Maybe you’re right. I look at a walkthrough that uses the Zork I solution, but I suspect the original one also works. I could certainly be wrong because I’ve played a lot of the older ones lately.
This sounds like the biggest challenge to me, reconciling the newer commercial parts to other parts. IE, what does the Adventurer give the demon, for instance.
Should be up to it by 500 points or so!
At least, open the strange passage for any/every cyclops solution
The reason I’m wondering is because the game does define a set of fight messages for the cyclops. I’m not sure which versions they’re used in, though. I did play a Fortran port of Zork (possibly the 2.7M Macintosh version available from the IF-Archive, but I’m not sure) where you could fight the cyclops.
Ah, got it. I wonder how that came about. Perhaps the original intent was to give varied “combat-esque” feedback for a futile act? I find the story of the Cyclops’s implementation kind of mysterious since Marc Blank didn’t seem to know much about the mythology involved.
The reason why the intention is unclear to me is because of the way it’s written. Both the MDL and ZIL versions define a list of “villains”: The troll, the thief and the cyclops. But at least in the ZIL version, whenever it loops through the list it skips the last element, i.e. the cyclops.
So even if you were able to initiate combat with him - his action routine prevents you - he probably wouldn’t fight back. (In the unreleased version of Mini-Zork I, the cyclops had been removed from the villains list, along with his combat messages. Probably to save space, but the consequence was that now the thief wouldn’t fight back!)
Just for fun, I once made a quick attempt once to “fix” the loops and remove the code that prevented you from starting a fight with him. As I recall it, it kind of worked… but since the cyclops is unarmed, he couldn’t defend himself and so he died instantly. Clearly not the intended behavior!
There’s also the matter of the Treasure Cabinet. Do only the items from part one go in there? Wouldn’t items be strewn around the entire world that have to be placed there too?
On paper, (namely, the infocom fact sheet…) an ZGU (Zork Grand Unified) can easily fit in the 512k .z8 format, and also the 384k .z7, and with some “squeezing” effort even in the 256k .z5 format.
My estimate is based on that the library is more or less common, and that we have a vastly more efficient abbreviation-finding algoritm, and this offset the larger binaries of the z8/7 format
OTOH, on reimplementing the unified Zork, that is, in Inform, surely fit the z8/7 formats, and with Puny library, the .z5 format, because Inform is somewhat better than ZIL (and ZILF) in code generation.
so, my estimate is, that is 99,95% possible (the 0,05% is about the ZILF .z5 case) but I stress that I’m not an expert on computability theory (is this the correct english term ?)

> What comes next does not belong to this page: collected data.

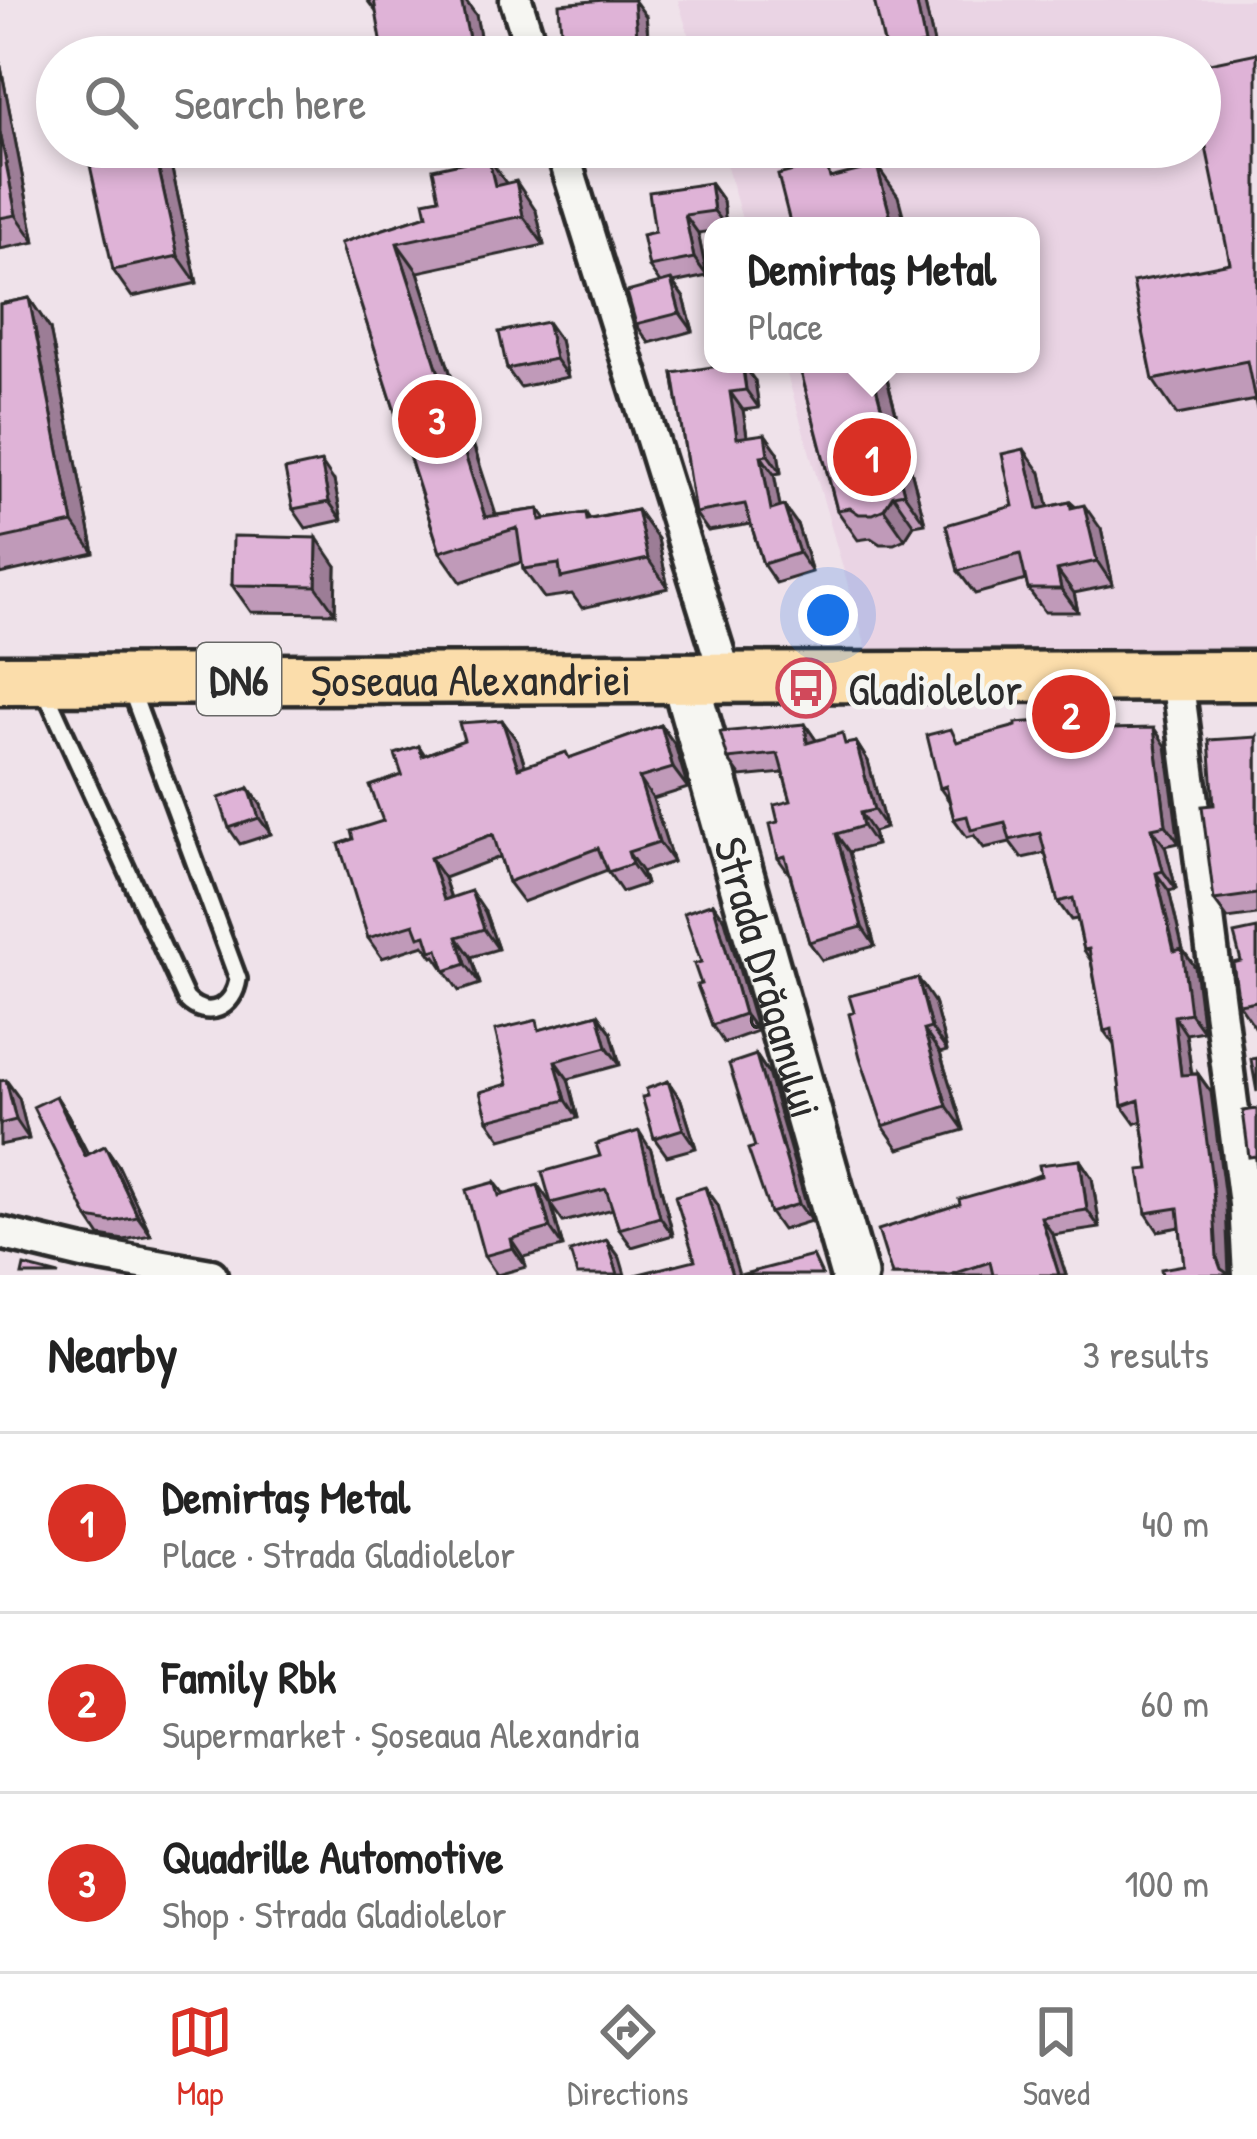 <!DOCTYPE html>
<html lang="en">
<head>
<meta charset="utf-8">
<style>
	:root { --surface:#fff; --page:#f6f6f6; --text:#222; --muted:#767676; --line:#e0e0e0; --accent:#d93025 }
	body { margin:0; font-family:"Patrick Hand",sans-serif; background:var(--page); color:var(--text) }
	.you { position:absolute; left:828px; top:615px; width:42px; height:42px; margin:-30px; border:9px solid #fff; border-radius:50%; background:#1a73e8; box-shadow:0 0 0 18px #1a73e833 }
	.badge { display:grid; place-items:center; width:78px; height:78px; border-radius:50%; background:var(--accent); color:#fff; font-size:39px; font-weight:700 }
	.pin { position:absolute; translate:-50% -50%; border:6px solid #fff; box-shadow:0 3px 12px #0006 }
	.popup { position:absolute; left:704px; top:217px; width:336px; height:156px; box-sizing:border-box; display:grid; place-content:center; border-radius:24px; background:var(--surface); filter:drop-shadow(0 3px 9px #0005); font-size:39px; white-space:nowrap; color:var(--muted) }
	.popup b { font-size:45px; color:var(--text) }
	.popup::after { content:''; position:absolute; left:50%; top:100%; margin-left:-24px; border:24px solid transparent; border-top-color:var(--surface) }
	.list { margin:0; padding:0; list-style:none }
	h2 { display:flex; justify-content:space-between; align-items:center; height:156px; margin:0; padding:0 48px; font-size:51px }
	h2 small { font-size:39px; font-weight:400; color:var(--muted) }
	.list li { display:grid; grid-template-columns:78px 1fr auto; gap:36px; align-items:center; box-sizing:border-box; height:180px; padding:0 48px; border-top:3px solid var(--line) }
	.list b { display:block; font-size:45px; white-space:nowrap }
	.list p { margin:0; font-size:39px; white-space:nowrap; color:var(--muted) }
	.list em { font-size:39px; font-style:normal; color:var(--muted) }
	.icon { flex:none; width:66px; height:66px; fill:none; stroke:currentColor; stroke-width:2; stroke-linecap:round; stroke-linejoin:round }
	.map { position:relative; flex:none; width:1257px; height:1275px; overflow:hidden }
	.search { position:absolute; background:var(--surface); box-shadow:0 6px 18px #0003; left:36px; right:36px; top:36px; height:132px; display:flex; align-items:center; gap:30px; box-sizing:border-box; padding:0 42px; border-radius:66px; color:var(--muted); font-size:45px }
	.sheet { height:696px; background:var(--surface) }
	nav { display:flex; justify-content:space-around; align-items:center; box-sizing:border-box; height:168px; border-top:3px solid var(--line); background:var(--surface); font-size:33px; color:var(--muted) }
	nav a { display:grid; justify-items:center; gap:6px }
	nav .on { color:var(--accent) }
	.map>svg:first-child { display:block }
</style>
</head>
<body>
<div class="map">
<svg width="1257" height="1275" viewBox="0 0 1257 1275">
	<rect width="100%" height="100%" fill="#efe2ea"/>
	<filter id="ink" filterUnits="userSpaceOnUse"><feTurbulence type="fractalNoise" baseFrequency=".00833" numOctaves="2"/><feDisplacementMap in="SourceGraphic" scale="24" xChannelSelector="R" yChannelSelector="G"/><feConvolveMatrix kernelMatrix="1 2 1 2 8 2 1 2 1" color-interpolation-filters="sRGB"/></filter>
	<g filter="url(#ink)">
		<path fill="#ead4e4" d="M678,0H1257V654L869,658L784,364H1031V226H744L721,147H1200V57H695Z"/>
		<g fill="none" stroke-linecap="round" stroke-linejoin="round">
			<g stroke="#2b2b2b" stroke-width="24">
				<path id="lane" d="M44,688L186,999C207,1021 234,1008 238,979L129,684"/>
			</g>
			<g stroke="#2b2b2b" stroke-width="39">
				<path id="street" d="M516,0L534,57
					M561,147L726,677
					M1177,677L1245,1204L1249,1275
					M0,1233L83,1253L211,1275"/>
			</g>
			<g stroke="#2b2b2b" stroke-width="54">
				<g id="secondary">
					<path id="s1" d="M684,677L854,1275"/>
				</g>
			</g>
			<g stroke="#2b2b2b" stroke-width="57">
				<g id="primary">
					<path id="s2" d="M0,680L1257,676"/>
				</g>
			</g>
			<use href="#lane" stroke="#f6f6f2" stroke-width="15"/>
			<use href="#street" stroke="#f6f6f2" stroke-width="30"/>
			<use href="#secondary" stroke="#f6f6f2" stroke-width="45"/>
			<use href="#primary" stroke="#fbddab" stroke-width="48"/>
		</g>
		<path fill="#c09ab9" stroke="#2b2b2b" stroke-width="3" d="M367,0H465L476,15L484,57H384L377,13Z
			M924,0L937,57H889L886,52Z
			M646,16L650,56L571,57L562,45Z
			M0,62L35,242L0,249Z
			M1200,65L1255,400L1177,415L1153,380L1230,263Z
			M167,147L197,283L132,297L113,270Z
			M506,183L536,211L544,245L418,272L496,515L539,509L546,519L586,513L590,519L637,510L658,539L668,588L582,608L572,594L544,598L523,569L522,562L461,582L440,552L341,243L427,215Z
			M710,183L723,201L726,226H713V231L698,233L707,276L673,283L684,298L693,331L649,343L636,324L660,283L649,267L655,232Z
			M29,298L50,329L94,553L0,574V304Z
			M560,340L568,377L520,387L507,369Z
			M799,364H883L925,523L914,525L905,539L894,544H880L871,538L858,540L837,510Z
			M673,373L755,381L759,408L743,410L747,436L778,452L781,473L774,474L780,507L797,524L812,572L776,583L763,564L751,524L708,531L695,513Z
			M1041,473L1048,507L1070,502L1101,529L1113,585L1074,593L1078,612H1045L1028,589L1026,580L975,594L958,571Z
			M334,481L342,520L306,528L293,509Z
			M336,566L335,613L251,612L232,585Z
			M502,720L517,741L525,766L570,758L661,725L675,745L688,788L653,799L673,862L642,872L646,884L622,892L607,870L523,902L508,882L500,857L444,878L451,898L485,912L498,949L471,957L480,984L459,991L435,956L433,957L424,945L382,958L368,938L353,839L383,821L402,775L419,746L425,755L464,740Z
			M1055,720L1068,738V742L1166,746L1179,843L1165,846L1176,889L1169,891L1183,950L1195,967L1203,1031L1186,1034L1192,1074H1198L1211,1092L1226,1206L1229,1274L1184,1265L1180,1227L1158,1231L1146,1213L1149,1169L1142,1121L1135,1124L1122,1106L1115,1046L1104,1031L1091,961L1084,950L1077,919L1071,920L1058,902L1045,853L1022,858L1010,842L984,848L974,835L967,837L954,819L949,801L940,788L960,741Z
			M805,724L816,740L849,744L856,742L868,761L886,828L873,832L876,845L849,852L875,946L822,960L809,942L790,875L778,858V822L791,801L783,773L741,777L728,759Z
			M1257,737V915L1228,919L1214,900V805Z
			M249,788L261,805L271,834L240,844L229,828Z
			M713,903L725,920L757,1031L724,1043L712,1025L701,984V962Z
			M1257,929V1026L1255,1027L1239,1004L1241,961Z
			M934,1002L947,1051L940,1053L964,1130L899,1149L883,1126Z
			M598,1014L611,1032L620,1065L568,1079L578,1118L501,1139L488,1120L543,1029Z
			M756,1055L768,1073L811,1221L782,1230L770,1213L755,1147Z
			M0,1081L19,1098L29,1139L0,1145Z
			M56,1096L68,1115L88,1154L105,1146L118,1165L151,1235L124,1240L100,1236L88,1218Z
			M648,1096L681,1100L696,1148L667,1156L654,1138Z
			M651,1150L673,1235L632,1247L619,1229L613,1209L563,1222L551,1205L563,1247L523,1257L526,1267L497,1275L484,1256L495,1182L504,1194L550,1202Z
			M1080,1160L1092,1178L1100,1228L1053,1235L1066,1275H892L960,1204Z"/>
		<path fill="#9c7d96" stroke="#2b2b2b" stroke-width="3" d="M461,0H465L476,15L484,57H477L471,48Z
			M634,0L646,16L650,56L637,37Z
			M916,0H924L937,57H934L925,44Z
			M0,62L35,242L16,215L0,132Z
			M154,147H167L197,283L178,256Z
			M488,157L508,186H495Z
			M877,166L898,196L906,226H893Z
			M516,181L536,211L544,245L523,216Z
			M710,183L723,201L726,226L714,211Z
			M685,215L698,233L707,276L694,258Z
			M397,243L418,272L501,533L485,517Z
			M671,280L684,298L693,331L680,313Z
			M29,298L50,329L94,553L73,523Z
			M547,322L560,340L568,377L555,359Z
			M743,364L755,381L759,408L746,390Z
			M870,364H883L925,523L904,493Z
			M730,392L743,410L750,456L737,438Z
			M765,434L778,452L781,473L768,455Z
			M1024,449L1041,473L1054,533L1038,509Z
			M761,456L774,474L784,528L771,510Z
			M321,462L334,481L342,520L329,502Z
			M893,495L914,525L905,539L884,509Z
			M1084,505L1101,529L1113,585L1097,561Z
			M784,506L797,524L812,572L799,553Z
			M637,510L658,539L668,588L648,559Z
			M317,538L336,566L335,613L316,586Z
			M1057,570L1074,593L1078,612L1061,589Z
			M502,720L517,741L532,788L518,768Z
			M1055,720L1068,738L1070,762L1057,744Z
			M805,724L818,743H807Z
			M661,725L675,745L688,788L673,768Z
			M1154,728L1166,746L1179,843L1166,825Z
			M856,742L868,761L886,828L874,810Z
			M639,778L653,799L673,862L659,842Z
			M249,788L261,805L271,834L259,818Z
			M860,813L873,832L876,845L863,826Z
			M1152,828L1165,846L1176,889L1163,871Z
			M836,834L849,852L875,946L862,927Z
			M628,852L642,872L646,884L632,864Z
			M430,858L444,878L458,920L444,900Z
			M1156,873L1169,891L1183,950L1195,967L1203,1031L1190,1013Z
			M471,891L485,912L498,949L484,929Z
			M713,903L725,920L757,1031L744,1014Z
			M457,937L471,957L480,984L466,964Z
			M918,978L934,1002L947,1051L931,1028Z
			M598,1014L611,1032L620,1065L607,1047Z
			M1174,1016L1186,1034L1194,1093L1181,1075Z
			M924,1030L940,1053L964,1130L947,1106Z
			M756,1055L768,1073L811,1221L799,1204Z
			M555,1061L568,1079L578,1118L566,1100Z
			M1198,1074L1211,1092L1226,1206L1229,1275L1221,1269L1217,1258Z
			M6,1080L19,1098L29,1139L16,1120Z
			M668,1081L681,1100L696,1148L683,1129Z
			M56,1096L68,1115L98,1174L85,1156Z
			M639,1131L651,1150L673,1235L660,1217Z
			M105,1146L118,1165L151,1235L138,1217Z
			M1080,1160L1092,1178L1100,1228L1087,1210Z
			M538,1185L551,1204L563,1247L550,1228Z
			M705,1187L718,1205L739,1275H732Z
			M1041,1217L1053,1235L1066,1275H1059Z
			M511,1239L523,1257L526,1267L513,1248Z
			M607,1240L620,1258L625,1275H618Z"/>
		<path fill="#dfb3d7" stroke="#2b2b2b" stroke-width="3" d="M374,0H461L471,48L426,57H384Z
			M604,0H634L637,37L562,45L559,4Z
			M874,0H916L925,44L886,52Z
			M1257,53V410L1247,361L1153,380L1133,282L1230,263L1200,118V65Z
			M0,132L16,215L0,218Z
			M86,147H154L178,256L113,270Z
			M488,157L495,186L516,181L523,216L397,243L485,517L539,509L540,520L586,513L587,520L637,510L648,559L561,578L559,564L523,569L517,528L440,552L341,243L427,215L424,201L439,198L433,169Z
			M826,162L830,178L877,166L893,226H791L778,175Z
			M710,183L714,211L685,215L694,258L649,267L642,235L655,232L649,192Z
			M671,280L680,313L636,324L627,292Z
			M29,298L73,523L0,539V304Z
			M547,322L555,359L507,369L499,332Z
			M732,364H742L746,390L730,392L737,438L765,434L768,455L761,456L771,510L784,506L799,553L763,564L745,504L695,513L673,373Z
			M799,364H870L904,493L893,495L884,509L873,514H859L850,508L837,510Z
			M1024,449L1038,509L1070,502L1071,508L1084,505L1097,561L1057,570L1061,589H1028L1020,554L958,571L946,525L1013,506L1002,454Z
			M321,462L329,502L293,509L285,470Z
			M233,536L317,538L316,586L232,585Z
			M502,720L518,768L566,752L569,758L661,725L673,768L639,778L659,842L628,852L632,864L608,872L598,848L508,882L493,834L430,858L444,900L471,891L484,929L457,937L466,964L445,971L438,949L431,951L426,935L419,937L414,924L368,938L339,844L353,839L351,831L383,821L370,786L402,775L395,754L419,746L422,756L464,740L459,723Z
			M1055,720L1057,744L1109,736L1108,729L1154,728L1166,825L1152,828L1163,871L1156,873L1174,951L1182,949L1190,1013L1174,1016L1181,1075L1198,1074L1213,1188L1217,1258L1221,1269L1230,1275H1162L1161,1269L1184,1265L1178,1208L1146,1213L1139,1170L1149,1169L1139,1100L1122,1106L1112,1029L1104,1031L1089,949L1084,950L1073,898L1058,902L1040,833L1010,840L1005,822L971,830L967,816L954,819L946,786L940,788L927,735L951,729L957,742L1016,726V723Z
			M805,724L807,743L842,733L845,744L856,742L874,810L860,813L863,826L836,834L862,927L809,942L785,856L778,858L770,824L778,822L774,805L791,801L778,754L728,759L720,732Z
			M1257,737V894L1214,900L1202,806L1214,805L1209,740Z
			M249,788L259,818L229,828L219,798Z
			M713,903L744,1014L712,1025L697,985L701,984L694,964L701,962L684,913Z
			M1257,929V1001L1239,1004L1233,963L1241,961L1234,934Z
			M918,978L931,1028L924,1030L947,1106L883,1126L860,1057L849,1014L854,1012L849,996Z
			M598,1014L607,1047L555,1061L566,1100L488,1120L480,1092L508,1084L495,1030L537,1020L539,1030Z
			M756,1055L799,1204L770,1213L748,1149L755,1147L729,1064Z
			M1257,1058V1092L1251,1059Z
			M6,1080L16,1120L0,1124V1081Z
			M668,1081L683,1129L654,1138L642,1097L648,1096L646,1089Z
			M56,1096L85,1156L105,1146L138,1217L111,1222L88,1218L33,1107Z
			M1257,1109V1156L1249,1157L1243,1111Z
			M639,1131L660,1217L619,1229L606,1189L551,1203L542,1172L600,1156L596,1144Z
			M1080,1160L1087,1210L1041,1217L1059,1275H993L990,1262L950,1275H892L878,1230L960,1204L959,1199L1041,1176L1039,1165Z
			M495,1182L499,1196L538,1185L550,1228L511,1239L513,1248L484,1256L466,1190Z
			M705,1187L732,1275H635L695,1260L675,1196Z
			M607,1240L618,1275H577L570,1252Z
			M813,1256L822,1275H740Z
			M24,1266L59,1275H22Z"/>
	</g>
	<defs>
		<g id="bus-ring" transform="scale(3)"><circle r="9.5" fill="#f6f6f2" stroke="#d1495b" stroke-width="1.5"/><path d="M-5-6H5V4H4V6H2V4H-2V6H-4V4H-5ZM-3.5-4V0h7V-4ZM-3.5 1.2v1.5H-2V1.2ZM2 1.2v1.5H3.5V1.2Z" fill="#d1495b"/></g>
	</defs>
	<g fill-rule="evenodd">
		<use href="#bus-ring" x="806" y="688"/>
	</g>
	<g text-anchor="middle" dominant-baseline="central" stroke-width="9" stroke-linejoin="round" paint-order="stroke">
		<rect fill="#f6f6f2" stroke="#686867" stroke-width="3" x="197" y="643" width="84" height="72" rx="9"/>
		<g font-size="42" font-weight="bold" fill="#2b2b2b">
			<text x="239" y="679">DN6</text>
		</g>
		<g font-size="45" fill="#2b2b2b" stroke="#f6f6f2">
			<text stroke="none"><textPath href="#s2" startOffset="471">Șoseaua Alexandriei</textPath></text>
			<text stroke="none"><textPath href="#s1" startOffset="312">Strada Drăganului</textPath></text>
		</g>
		<g font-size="45" fill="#2b2b2b" stroke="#f6f6f2" text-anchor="start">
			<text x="848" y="688">Gladiolelor</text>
		</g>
	</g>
</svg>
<div class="you"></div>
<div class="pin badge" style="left:872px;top:457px">1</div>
<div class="popup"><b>Demirtaș Metal</b>Place</div>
<div class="pin badge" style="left:1071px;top:714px">2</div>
<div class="pin badge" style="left:437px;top:419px">3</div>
<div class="search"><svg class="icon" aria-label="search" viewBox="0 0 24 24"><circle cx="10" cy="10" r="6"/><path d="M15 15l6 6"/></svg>Search here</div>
</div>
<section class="sheet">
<h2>Nearby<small>3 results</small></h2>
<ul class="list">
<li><span class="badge">1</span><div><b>Demirtaș Metal</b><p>Place · Strada Gladiolelor</p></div><em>40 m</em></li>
<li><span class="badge">2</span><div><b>Family Rbk</b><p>Supermarket · Șoseaua Alexandria</p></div><em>60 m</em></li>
<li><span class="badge">3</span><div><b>Quadrille Automotive</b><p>Shop · Strada Gladiolelor</p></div><em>100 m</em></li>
</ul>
</section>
<nav>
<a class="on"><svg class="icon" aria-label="map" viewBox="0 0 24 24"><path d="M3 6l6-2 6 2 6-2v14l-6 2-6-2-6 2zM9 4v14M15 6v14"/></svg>Map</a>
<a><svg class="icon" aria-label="directions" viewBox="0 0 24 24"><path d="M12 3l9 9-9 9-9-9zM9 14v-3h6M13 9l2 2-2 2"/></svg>Directions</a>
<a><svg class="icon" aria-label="saved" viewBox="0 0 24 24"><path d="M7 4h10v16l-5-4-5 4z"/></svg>Saved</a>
</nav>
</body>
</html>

If you’re talking about coding from scratch, I suspect this is possible in ZIL because the original games are often - in the nicest possible way, and due to the knowledge and skills of the Imps - over engineered in places. The example that springs to mind is the trap door in the white house. A single routine with a True or False flag could be used to trigger the “someone closes the trap and bolts it behind you” but instead there’s code in all sorts of places.
The usual estimate is that Inform compiles source code less efficiently, because Inform 6 is a higher-level language. In ZIL you write code that compiles more directly to Z-machine opcodes, so you can hand-optimize.
Also, the I6 standard library is bigger than Infocom’s “standard” library. But the flip side is that this allows game code to be simpler, because objects can rely on more shared library features. So this is a tradeoff. It’s a better tradeoff in larger games; the more objects that use a given library feature, the more you save.